Records contained in a dataset:
┏━━

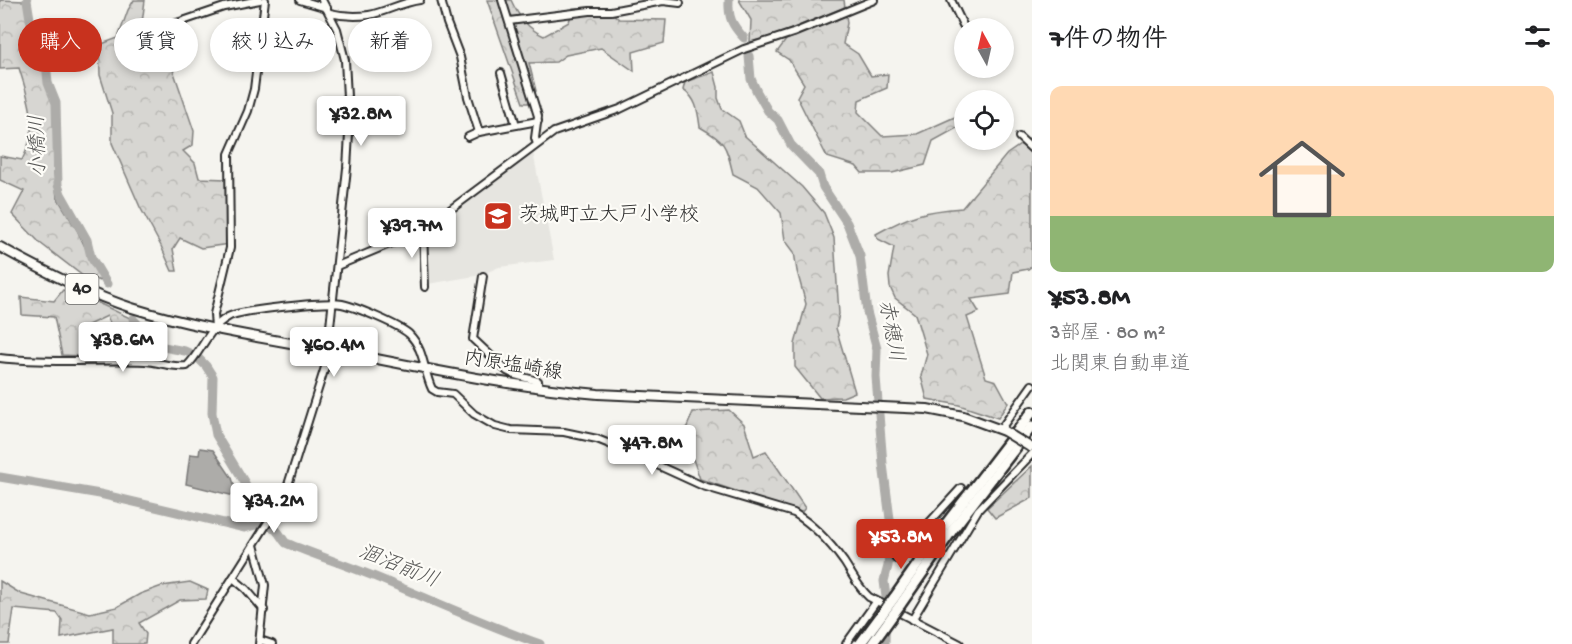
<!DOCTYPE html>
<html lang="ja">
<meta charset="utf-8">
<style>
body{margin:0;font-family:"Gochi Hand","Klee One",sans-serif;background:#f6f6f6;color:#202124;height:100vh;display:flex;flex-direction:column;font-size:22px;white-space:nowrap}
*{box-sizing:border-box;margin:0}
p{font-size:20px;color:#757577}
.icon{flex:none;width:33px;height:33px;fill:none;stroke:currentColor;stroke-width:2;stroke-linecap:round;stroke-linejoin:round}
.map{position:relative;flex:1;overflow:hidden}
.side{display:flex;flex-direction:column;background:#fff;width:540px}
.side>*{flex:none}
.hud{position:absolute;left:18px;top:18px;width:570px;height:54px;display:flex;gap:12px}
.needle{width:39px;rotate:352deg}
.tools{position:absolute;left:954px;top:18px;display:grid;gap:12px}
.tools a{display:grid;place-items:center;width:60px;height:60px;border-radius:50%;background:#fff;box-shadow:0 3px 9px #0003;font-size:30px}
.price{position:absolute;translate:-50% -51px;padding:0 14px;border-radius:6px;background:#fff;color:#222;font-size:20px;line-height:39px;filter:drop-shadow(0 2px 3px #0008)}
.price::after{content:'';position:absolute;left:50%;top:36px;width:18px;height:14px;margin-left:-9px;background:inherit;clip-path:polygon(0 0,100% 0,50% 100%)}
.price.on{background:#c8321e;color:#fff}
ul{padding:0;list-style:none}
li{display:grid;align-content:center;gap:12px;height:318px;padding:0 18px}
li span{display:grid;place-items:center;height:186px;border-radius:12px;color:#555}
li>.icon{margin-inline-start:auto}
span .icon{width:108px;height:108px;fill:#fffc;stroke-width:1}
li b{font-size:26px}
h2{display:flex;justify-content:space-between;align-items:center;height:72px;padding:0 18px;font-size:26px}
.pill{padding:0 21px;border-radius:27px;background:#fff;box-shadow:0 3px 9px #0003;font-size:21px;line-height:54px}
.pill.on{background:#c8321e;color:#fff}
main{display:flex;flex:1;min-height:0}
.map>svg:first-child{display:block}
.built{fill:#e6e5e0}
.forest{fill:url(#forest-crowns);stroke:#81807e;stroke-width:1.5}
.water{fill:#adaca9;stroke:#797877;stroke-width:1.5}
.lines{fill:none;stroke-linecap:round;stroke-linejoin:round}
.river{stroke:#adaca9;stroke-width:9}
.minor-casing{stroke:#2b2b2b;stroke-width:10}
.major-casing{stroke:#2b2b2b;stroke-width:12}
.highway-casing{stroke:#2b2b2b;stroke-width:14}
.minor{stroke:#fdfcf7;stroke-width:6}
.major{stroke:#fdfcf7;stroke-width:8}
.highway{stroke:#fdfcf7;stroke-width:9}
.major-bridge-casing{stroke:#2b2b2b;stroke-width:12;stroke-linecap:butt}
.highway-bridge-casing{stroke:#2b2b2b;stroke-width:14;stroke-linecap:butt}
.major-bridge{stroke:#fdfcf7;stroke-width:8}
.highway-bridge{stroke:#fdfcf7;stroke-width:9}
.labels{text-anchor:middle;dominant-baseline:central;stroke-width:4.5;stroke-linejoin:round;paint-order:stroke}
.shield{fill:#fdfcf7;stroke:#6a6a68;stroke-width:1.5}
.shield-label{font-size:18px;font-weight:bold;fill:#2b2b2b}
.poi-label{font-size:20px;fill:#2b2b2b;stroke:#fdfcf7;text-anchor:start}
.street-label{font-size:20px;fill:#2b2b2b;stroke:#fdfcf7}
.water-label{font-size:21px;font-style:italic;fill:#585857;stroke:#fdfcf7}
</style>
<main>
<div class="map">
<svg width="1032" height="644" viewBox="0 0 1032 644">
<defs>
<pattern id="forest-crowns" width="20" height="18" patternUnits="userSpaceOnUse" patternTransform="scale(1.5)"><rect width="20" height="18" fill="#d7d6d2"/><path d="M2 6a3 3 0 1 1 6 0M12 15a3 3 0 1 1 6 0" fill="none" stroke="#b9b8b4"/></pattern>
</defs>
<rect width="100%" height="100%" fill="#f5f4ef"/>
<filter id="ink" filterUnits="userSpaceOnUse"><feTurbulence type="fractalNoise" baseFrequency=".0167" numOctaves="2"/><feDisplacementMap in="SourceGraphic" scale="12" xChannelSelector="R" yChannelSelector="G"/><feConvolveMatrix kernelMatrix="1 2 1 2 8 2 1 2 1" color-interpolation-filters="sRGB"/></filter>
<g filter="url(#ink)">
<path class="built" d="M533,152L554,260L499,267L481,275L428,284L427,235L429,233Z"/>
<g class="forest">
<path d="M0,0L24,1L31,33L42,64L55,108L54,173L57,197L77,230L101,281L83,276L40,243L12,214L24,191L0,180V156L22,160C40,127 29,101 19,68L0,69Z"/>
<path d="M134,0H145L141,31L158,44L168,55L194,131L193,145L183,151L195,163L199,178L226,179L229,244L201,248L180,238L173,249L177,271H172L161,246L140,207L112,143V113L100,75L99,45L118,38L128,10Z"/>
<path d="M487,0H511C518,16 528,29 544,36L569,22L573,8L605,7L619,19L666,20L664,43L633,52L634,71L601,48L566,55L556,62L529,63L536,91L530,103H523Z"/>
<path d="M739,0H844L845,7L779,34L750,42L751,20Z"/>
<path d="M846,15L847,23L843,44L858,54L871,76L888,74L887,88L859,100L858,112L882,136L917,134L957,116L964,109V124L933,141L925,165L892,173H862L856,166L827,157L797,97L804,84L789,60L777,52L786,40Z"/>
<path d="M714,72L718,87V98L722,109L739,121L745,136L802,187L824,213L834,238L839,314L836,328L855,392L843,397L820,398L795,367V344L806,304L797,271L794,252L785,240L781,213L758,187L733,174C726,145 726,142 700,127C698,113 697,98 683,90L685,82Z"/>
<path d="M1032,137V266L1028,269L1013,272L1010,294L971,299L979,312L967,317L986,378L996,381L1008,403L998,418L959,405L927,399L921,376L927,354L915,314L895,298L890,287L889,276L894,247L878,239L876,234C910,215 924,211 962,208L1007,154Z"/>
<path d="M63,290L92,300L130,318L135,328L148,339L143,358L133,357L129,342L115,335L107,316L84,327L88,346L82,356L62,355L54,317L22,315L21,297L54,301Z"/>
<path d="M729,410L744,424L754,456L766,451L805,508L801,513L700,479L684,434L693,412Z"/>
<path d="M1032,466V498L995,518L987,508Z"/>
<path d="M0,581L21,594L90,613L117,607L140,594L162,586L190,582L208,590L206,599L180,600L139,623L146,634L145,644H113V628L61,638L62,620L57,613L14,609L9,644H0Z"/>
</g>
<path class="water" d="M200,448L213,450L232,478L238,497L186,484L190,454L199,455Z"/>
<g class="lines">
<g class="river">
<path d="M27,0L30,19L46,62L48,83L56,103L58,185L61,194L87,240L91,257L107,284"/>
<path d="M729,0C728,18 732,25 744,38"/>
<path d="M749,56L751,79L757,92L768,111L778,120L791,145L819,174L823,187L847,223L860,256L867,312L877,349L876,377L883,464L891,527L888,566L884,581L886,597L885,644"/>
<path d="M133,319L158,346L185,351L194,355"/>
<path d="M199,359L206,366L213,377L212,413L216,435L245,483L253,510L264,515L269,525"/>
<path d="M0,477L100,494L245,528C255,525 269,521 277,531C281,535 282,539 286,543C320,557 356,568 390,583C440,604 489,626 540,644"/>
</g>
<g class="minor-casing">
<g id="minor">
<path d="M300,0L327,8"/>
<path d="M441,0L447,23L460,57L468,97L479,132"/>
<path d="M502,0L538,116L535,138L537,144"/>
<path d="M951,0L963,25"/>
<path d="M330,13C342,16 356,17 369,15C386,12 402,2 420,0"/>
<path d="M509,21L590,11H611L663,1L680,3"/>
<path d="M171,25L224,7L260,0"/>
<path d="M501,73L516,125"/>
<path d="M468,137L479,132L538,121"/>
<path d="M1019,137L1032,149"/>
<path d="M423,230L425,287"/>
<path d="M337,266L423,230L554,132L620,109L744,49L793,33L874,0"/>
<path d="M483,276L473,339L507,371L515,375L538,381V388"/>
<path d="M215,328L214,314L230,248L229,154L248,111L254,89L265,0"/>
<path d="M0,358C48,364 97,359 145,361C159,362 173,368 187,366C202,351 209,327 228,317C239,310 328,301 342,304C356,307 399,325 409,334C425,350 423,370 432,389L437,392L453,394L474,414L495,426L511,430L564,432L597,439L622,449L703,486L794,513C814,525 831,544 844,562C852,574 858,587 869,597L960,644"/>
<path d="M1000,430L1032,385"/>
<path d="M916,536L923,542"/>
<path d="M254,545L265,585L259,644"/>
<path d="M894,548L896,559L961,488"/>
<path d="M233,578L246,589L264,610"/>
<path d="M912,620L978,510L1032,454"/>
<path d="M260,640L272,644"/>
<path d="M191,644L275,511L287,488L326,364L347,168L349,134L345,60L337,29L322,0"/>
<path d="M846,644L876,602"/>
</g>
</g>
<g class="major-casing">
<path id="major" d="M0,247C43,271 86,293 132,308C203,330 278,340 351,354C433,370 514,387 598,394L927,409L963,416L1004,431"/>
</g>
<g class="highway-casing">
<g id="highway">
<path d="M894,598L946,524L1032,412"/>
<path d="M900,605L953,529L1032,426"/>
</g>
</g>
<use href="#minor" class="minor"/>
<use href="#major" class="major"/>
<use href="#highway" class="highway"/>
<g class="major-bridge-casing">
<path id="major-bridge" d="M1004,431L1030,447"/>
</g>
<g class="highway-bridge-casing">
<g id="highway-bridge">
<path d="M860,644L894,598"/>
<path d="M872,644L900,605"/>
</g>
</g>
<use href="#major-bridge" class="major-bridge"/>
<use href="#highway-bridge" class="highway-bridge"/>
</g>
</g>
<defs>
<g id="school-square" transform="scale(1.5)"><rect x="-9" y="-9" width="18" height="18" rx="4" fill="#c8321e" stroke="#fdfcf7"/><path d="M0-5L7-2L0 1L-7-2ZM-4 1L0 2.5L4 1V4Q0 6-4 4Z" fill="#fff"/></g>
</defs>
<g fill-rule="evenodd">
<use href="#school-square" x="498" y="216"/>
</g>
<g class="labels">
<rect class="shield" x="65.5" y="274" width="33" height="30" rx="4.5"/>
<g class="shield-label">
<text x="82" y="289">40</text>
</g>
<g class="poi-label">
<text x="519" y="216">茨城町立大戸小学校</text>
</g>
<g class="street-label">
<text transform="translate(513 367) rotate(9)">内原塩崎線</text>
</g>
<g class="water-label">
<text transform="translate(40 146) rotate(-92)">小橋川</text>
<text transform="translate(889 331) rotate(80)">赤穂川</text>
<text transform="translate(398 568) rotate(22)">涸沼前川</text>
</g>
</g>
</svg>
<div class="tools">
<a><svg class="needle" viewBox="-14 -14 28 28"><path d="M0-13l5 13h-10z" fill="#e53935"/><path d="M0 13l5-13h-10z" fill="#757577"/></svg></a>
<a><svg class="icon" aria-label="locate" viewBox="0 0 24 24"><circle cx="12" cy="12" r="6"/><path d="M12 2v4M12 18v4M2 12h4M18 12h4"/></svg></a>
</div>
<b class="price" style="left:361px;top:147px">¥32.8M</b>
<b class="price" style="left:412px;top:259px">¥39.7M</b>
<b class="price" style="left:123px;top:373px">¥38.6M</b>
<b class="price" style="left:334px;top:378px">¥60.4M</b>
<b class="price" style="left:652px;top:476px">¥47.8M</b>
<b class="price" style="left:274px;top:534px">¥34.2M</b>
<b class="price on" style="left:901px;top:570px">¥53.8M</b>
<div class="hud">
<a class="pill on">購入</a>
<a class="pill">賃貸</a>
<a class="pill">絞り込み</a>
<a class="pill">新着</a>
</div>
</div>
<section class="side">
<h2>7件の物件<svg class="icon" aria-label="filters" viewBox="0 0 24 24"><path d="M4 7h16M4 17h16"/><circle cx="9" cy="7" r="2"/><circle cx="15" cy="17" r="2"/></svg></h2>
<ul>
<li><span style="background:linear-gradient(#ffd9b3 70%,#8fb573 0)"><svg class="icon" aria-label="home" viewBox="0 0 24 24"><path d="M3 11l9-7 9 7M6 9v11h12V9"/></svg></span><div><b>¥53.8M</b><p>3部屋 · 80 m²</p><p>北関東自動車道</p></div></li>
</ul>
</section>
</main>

┗━━

HOW TO COMPLETE THIS TASK |
If a line in the entries includes the word "linecap", copy that line out.

ANSWER BOX |
.icon{flex:none;width:33px;height:33px;fill:none;stroke:currentColor;stroke-width:2;stroke-linecap:round;stroke-linejoin:round}
.lines{fill:none;stroke-linecap:round;stroke-linejoin:round}
.major-bridge-casing{stroke:#2b2b2b;stroke-width:12;stroke-linecap:butt}
.highway-bridge-casing{stroke:#2b2b2b;stroke-width:14;stroke-linecap:butt}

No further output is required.